----- Supplied data

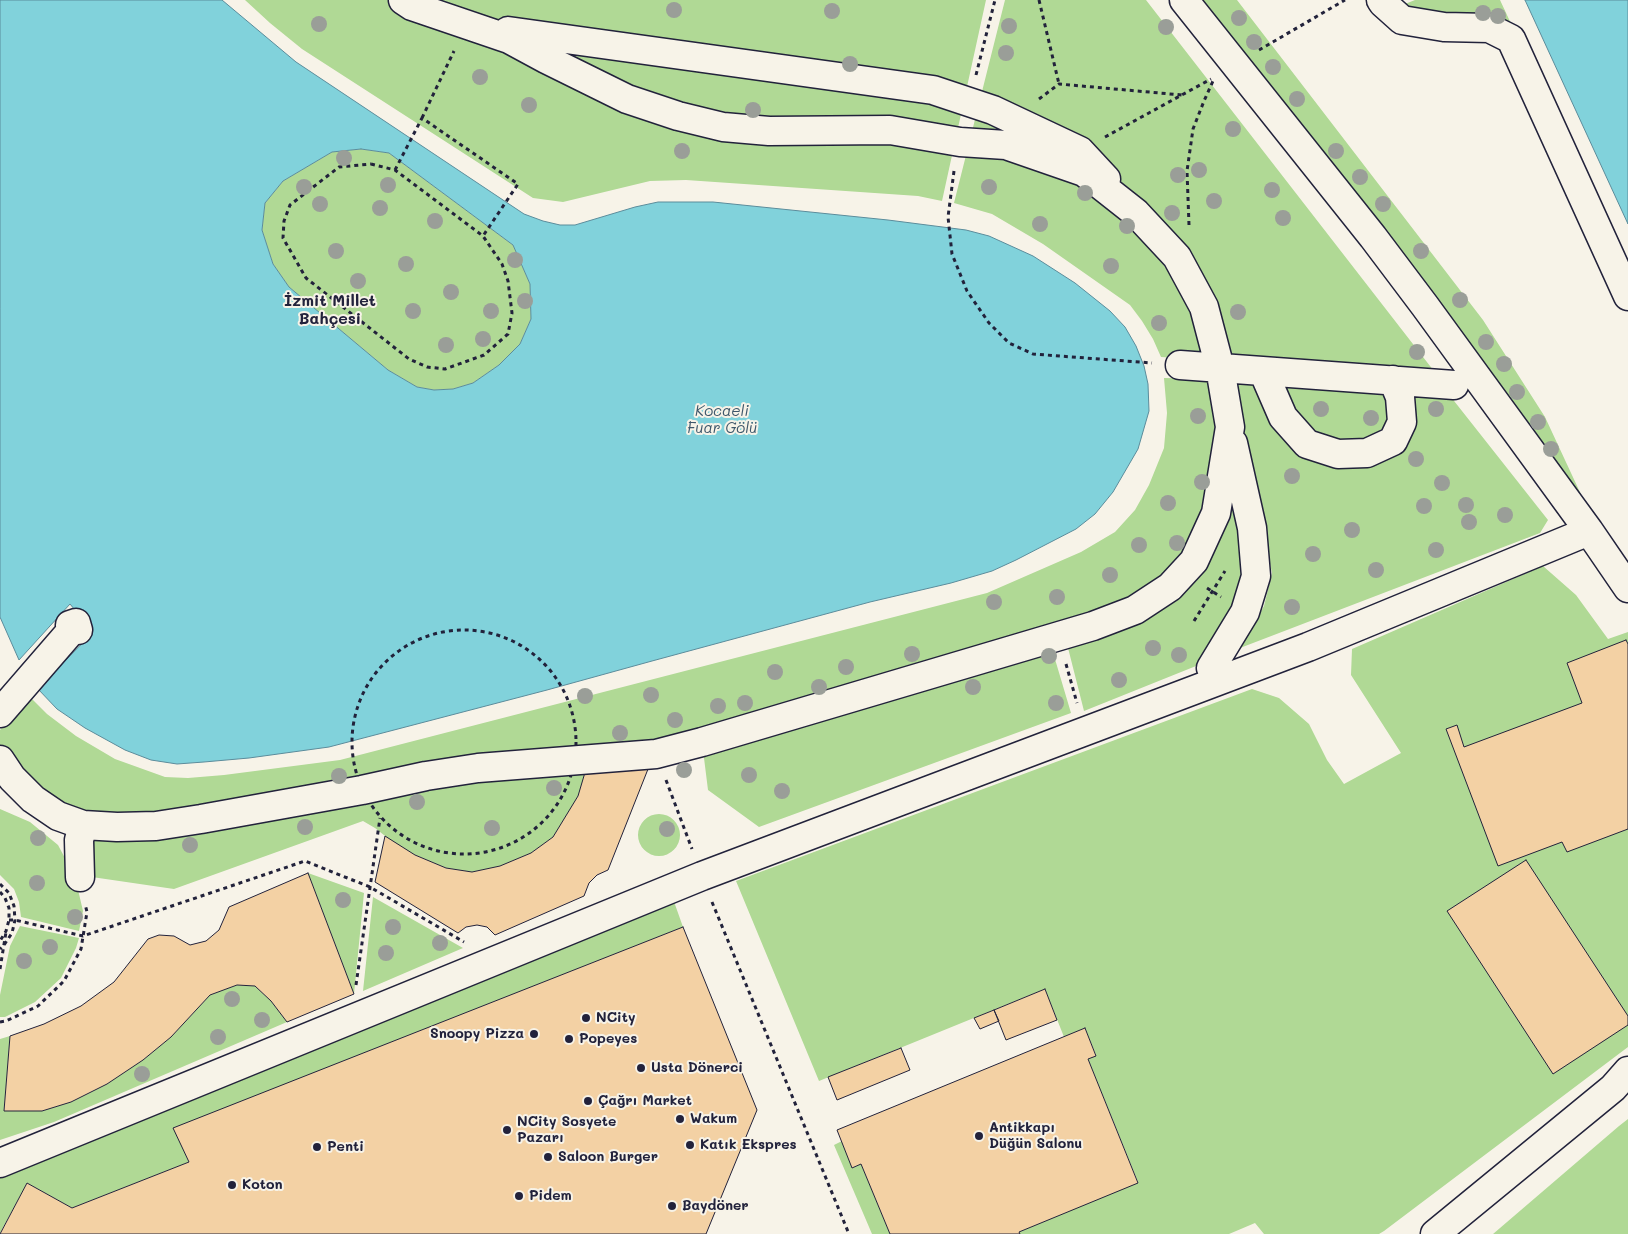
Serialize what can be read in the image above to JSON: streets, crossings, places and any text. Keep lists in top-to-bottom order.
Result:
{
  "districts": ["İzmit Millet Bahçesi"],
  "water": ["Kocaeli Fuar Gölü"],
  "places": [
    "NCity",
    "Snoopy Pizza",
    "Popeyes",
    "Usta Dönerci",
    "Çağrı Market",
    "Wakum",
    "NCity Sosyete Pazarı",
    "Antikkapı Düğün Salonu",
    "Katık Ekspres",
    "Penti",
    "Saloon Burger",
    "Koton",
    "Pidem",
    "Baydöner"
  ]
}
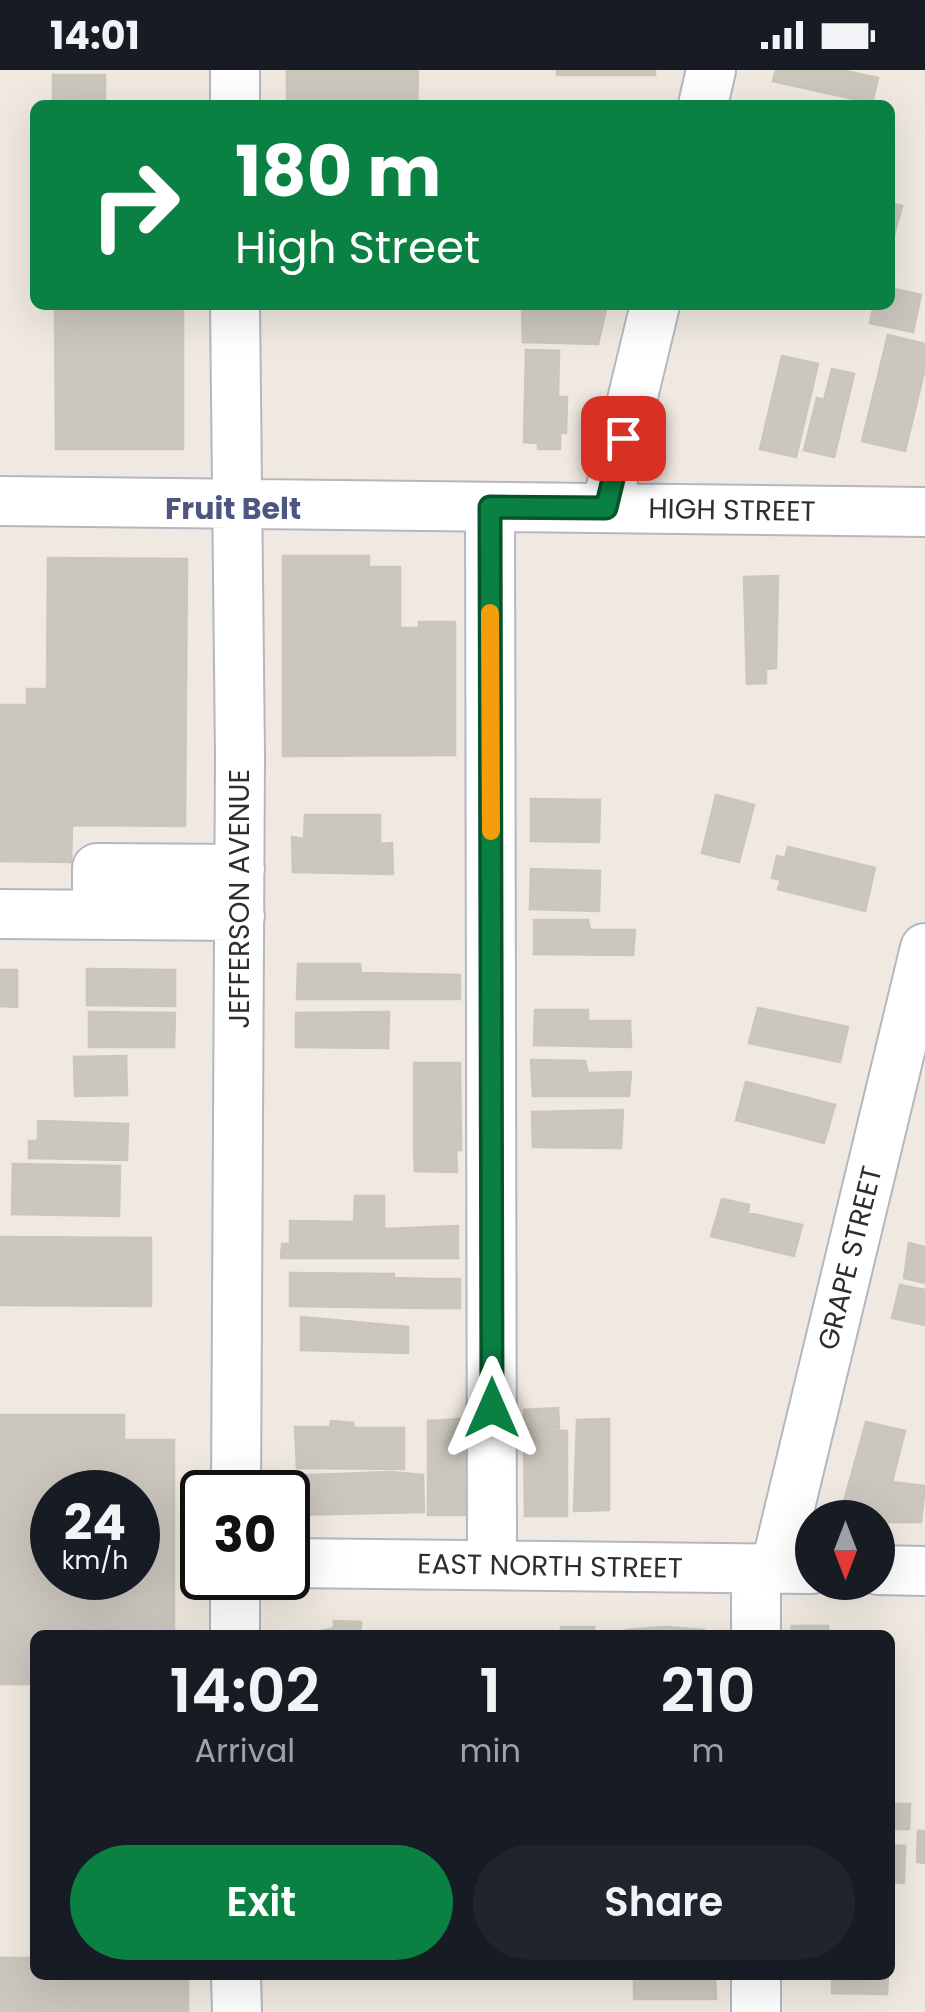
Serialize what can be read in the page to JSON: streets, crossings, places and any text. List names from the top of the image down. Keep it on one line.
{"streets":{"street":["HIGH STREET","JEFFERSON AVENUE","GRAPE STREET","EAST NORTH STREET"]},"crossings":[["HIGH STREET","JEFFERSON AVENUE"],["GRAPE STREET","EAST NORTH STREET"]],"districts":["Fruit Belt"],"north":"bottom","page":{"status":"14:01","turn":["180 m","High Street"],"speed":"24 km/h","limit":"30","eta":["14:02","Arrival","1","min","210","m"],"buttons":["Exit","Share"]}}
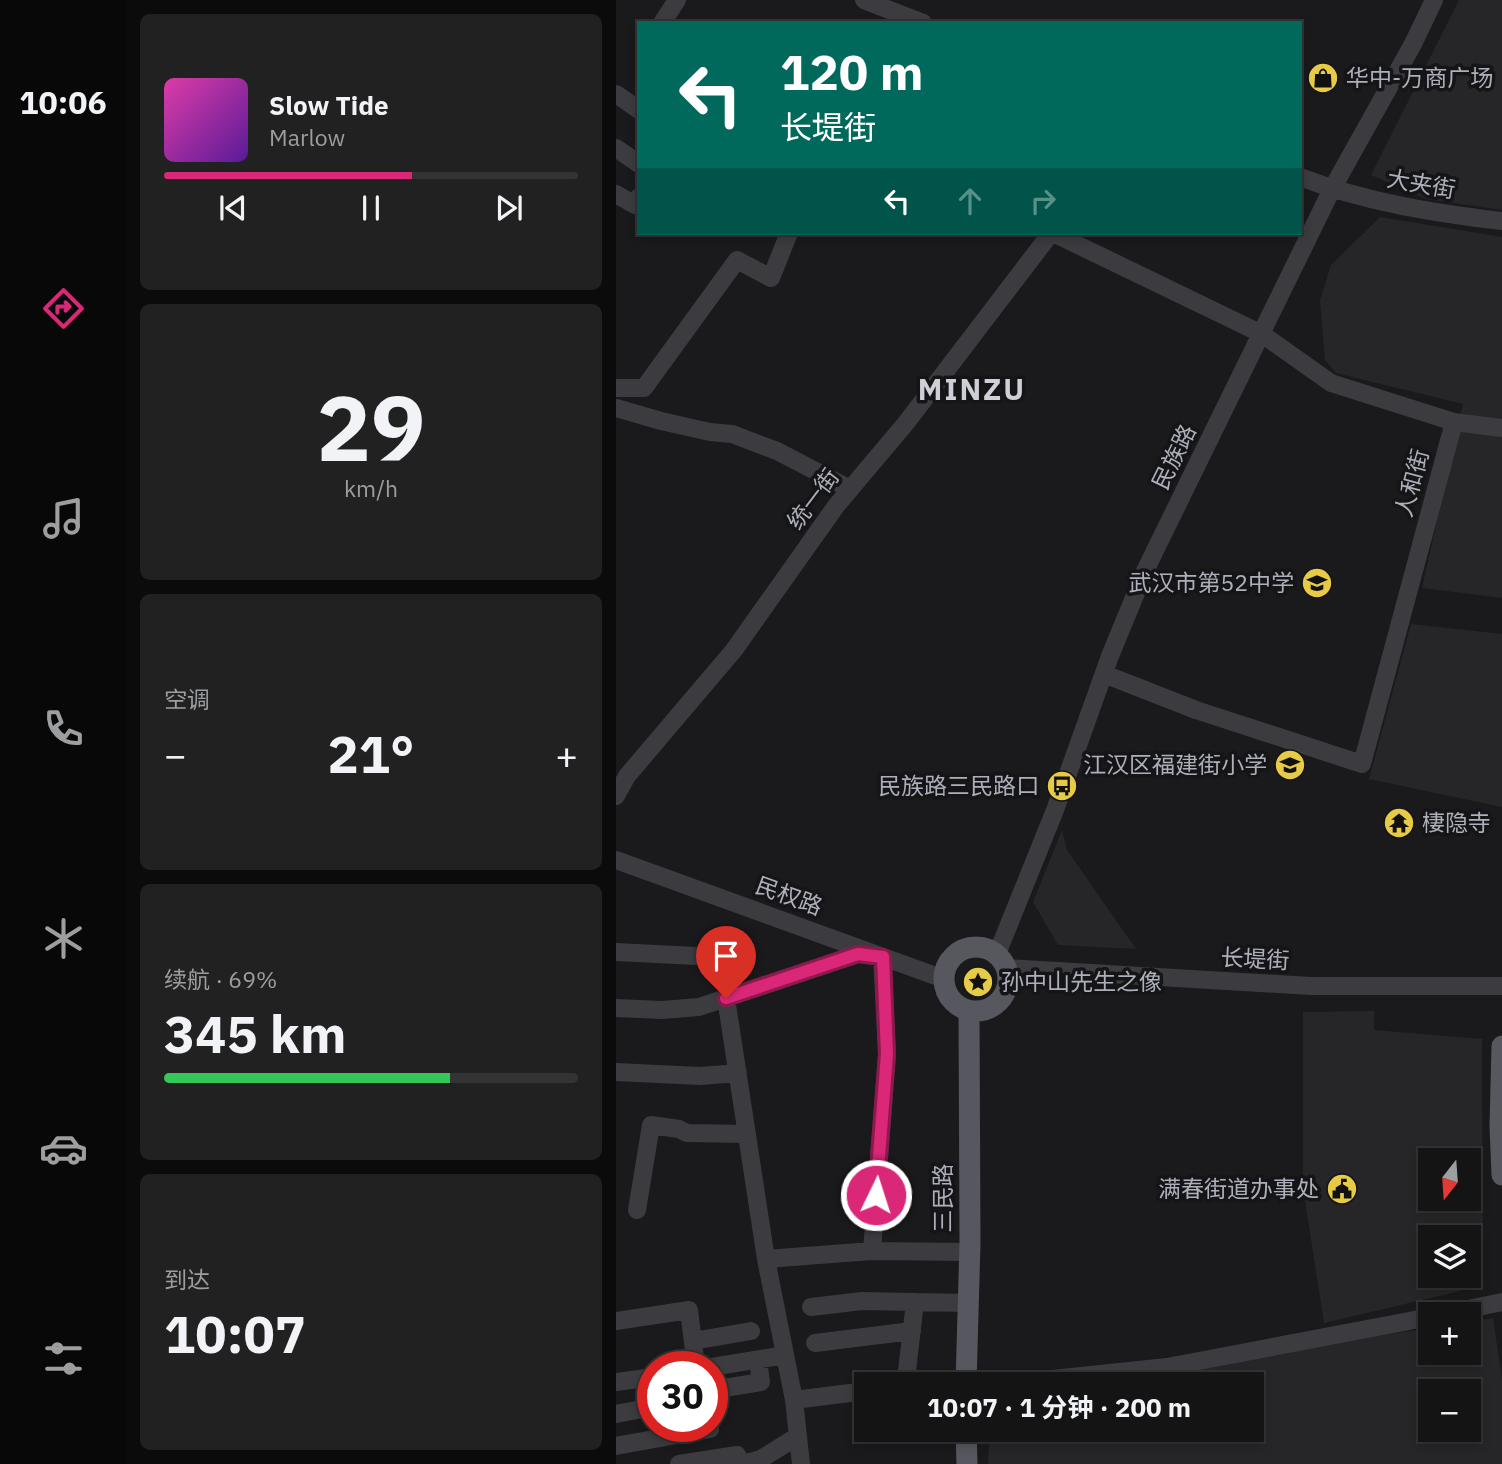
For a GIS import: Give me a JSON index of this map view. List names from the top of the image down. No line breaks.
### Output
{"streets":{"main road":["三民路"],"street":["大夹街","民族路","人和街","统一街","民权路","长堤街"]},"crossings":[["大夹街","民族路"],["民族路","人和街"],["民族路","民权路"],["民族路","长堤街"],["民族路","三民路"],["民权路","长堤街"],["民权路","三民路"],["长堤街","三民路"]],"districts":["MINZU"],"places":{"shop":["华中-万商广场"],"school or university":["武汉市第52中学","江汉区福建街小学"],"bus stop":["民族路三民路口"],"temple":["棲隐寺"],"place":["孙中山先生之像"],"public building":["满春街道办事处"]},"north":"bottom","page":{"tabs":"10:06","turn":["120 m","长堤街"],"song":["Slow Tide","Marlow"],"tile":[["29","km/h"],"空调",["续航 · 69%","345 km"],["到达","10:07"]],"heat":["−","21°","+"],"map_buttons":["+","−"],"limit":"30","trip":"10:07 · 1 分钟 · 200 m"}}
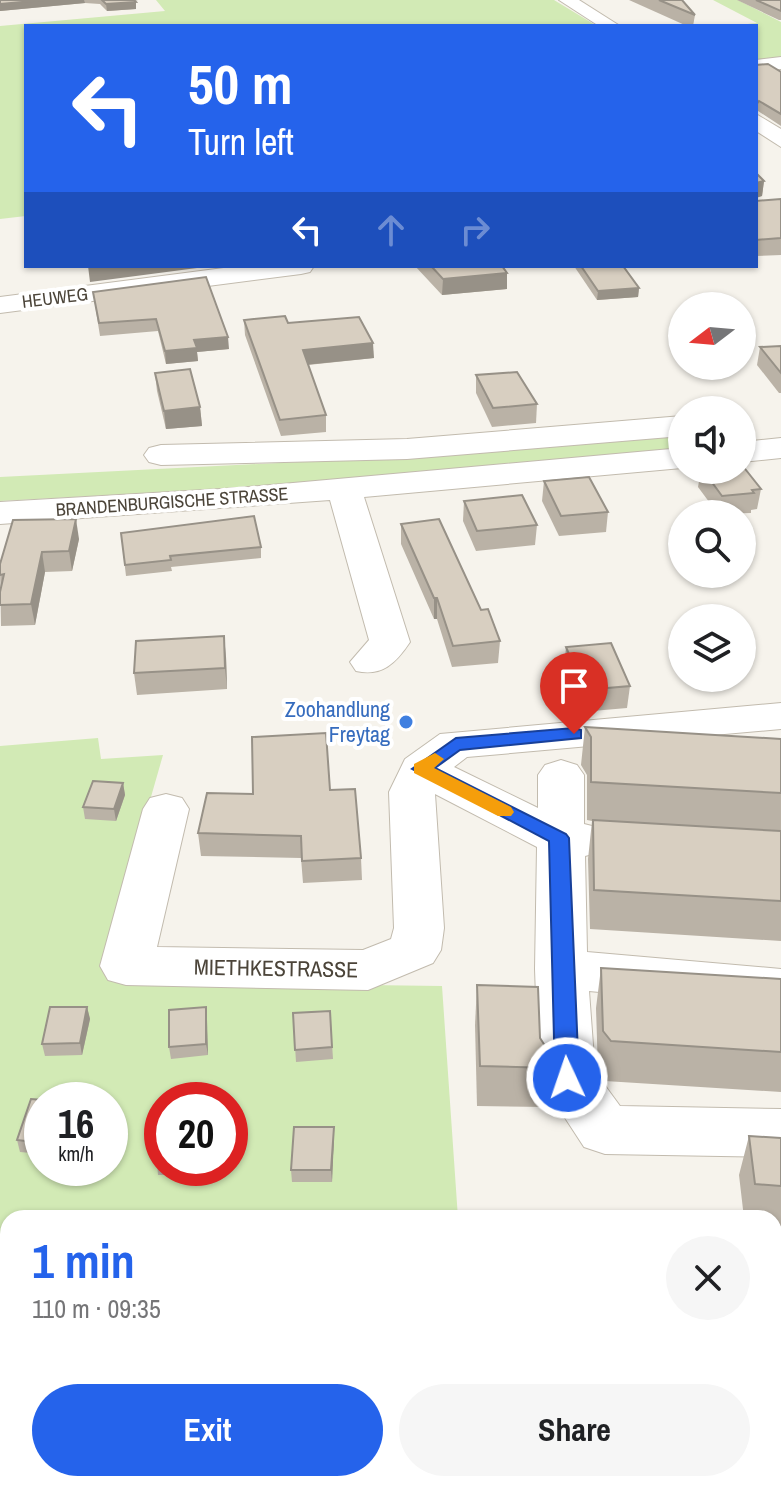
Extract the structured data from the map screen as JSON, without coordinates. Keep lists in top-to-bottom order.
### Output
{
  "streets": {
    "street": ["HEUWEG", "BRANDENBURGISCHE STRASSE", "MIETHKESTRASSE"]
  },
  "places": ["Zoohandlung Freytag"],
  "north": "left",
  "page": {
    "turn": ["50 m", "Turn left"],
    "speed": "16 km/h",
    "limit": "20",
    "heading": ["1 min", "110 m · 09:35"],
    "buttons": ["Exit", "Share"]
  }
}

----------

◆ Task to complete
Your output should be the records above, duplicated exactly and picture-free.

◆ Response to this exercise
Serialize what can be read in the image above to JSON: streets, crossings, places and any text. Keep lists in top-to-bottom order.
Result:
{
  "districts": ["İzmit Millet Bahçesi"],
  "water": ["Kocaeli Fuar Gölü"],
  "places": [
    "NCity",
    "Snoopy Pizza",
    "Popeyes",
    "Usta Dönerci",
    "Çağrı Market",
    "Wakum",
    "NCity Sosyete Pazarı",
    "Antikkapı Düğün Salonu",
    "Katık Ekspres",
    "Penti",
    "Saloon Burger",
    "Koton",
    "Pidem",
    "Baydöner"
  ]
}
Serialize what can be read in the page to JSON: streets, crossings, places and any text. List names from the top of the image down. Keep it on one line.
{"streets":{"street":["HIGH STREET","JEFFERSON AVENUE","GRAPE STREET","EAST NORTH STREET"]},"crossings":[["HIGH STREET","JEFFERSON AVENUE"],["GRAPE STREET","EAST NORTH STREET"]],"districts":["Fruit Belt"],"north":"bottom","page":{"status":"14:01","turn":["180 m","High Street"],"speed":"24 km/h","limit":"30","eta":["14:02","Arrival","1","min","210","m"],"buttons":["Exit","Share"]}}
For a GIS import: Give me a JSON index of this map view. List names from the top of the image down. No line breaks.
### Output
{"streets":{"main road":["三民路"],"street":["大夹街","民族路","人和街","统一街","民权路","长堤街"]},"crossings":[["大夹街","民族路"],["民族路","人和街"],["民族路","民权路"],["民族路","长堤街"],["民族路","三民路"],["民权路","长堤街"],["民权路","三民路"],["长堤街","三民路"]],"districts":["MINZU"],"places":{"shop":["华中-万商广场"],"school or university":["武汉市第52中学","江汉区福建街小学"],"bus stop":["民族路三民路口"],"temple":["棲隐寺"],"place":["孙中山先生之像"],"public building":["满春街道办事处"]},"north":"bottom","page":{"tabs":"10:06","turn":["120 m","长堤街"],"song":["Slow Tide","Marlow"],"tile":[["29","km/h"],"空调",["续航 · 69%","345 km"],["到达","10:07"]],"heat":["−","21°","+"],"map_buttons":["+","−"],"limit":"30","trip":"10:07 · 1 分钟 · 200 m"}}
Extract the structured data from the map screen as JSON, without coordinates. Keep lists in top-to-bottom order.
### Output
{
  "streets": {
    "street": ["HEUWEG", "BRANDENBURGISCHE STRASSE", "MIETHKESTRASSE"]
  },
  "places": ["Zoohandlung Freytag"],
  "north": "left",
  "page": {
    "turn": ["50 m", "Turn left"],
    "speed": "16 km/h",
    "limit": "20",
    "heading": ["1 min", "110 m · 09:35"],
    "buttons": ["Exit", "Share"]
  }
}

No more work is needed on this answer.